◆ **What to do**
Every line below that has the string "button" needs to be copied.

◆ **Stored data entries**
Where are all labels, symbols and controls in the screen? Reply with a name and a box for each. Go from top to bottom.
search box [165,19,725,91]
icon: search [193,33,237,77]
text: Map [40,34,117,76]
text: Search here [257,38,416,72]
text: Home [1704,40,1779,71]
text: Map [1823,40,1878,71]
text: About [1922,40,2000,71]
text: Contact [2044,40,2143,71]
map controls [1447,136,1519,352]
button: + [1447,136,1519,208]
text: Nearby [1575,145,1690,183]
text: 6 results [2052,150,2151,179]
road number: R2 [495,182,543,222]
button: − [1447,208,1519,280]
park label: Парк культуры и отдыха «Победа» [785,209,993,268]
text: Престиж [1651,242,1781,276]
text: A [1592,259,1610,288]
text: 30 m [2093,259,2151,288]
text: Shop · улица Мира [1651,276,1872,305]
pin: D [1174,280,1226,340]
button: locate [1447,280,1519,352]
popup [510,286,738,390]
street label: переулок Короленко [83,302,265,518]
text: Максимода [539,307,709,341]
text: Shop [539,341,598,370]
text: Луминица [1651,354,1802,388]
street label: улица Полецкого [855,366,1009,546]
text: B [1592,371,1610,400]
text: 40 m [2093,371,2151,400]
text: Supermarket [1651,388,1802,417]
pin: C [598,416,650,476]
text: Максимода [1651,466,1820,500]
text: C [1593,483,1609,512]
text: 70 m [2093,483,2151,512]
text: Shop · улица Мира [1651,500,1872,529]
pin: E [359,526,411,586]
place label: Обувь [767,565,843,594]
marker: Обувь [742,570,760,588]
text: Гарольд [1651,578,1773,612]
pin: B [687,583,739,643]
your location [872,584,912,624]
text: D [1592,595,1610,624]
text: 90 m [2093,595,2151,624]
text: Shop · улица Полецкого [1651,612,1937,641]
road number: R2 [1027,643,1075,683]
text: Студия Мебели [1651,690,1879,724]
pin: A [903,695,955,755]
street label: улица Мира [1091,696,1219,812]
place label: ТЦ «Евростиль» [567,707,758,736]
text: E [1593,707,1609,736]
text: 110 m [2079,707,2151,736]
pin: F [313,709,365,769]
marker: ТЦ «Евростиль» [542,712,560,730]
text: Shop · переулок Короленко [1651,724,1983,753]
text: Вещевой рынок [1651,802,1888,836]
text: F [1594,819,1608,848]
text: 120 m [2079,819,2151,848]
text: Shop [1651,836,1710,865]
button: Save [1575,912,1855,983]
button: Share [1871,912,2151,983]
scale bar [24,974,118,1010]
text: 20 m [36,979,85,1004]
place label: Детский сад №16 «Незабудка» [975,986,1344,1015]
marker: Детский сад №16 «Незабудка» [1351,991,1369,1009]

◆ **Task solution**
button: + [1447,136,1519,208]
button: − [1447,208,1519,280]
button: locate [1447,280,1519,352]
button: Save [1575,912,1855,983]
button: Share [1871,912,2151,983]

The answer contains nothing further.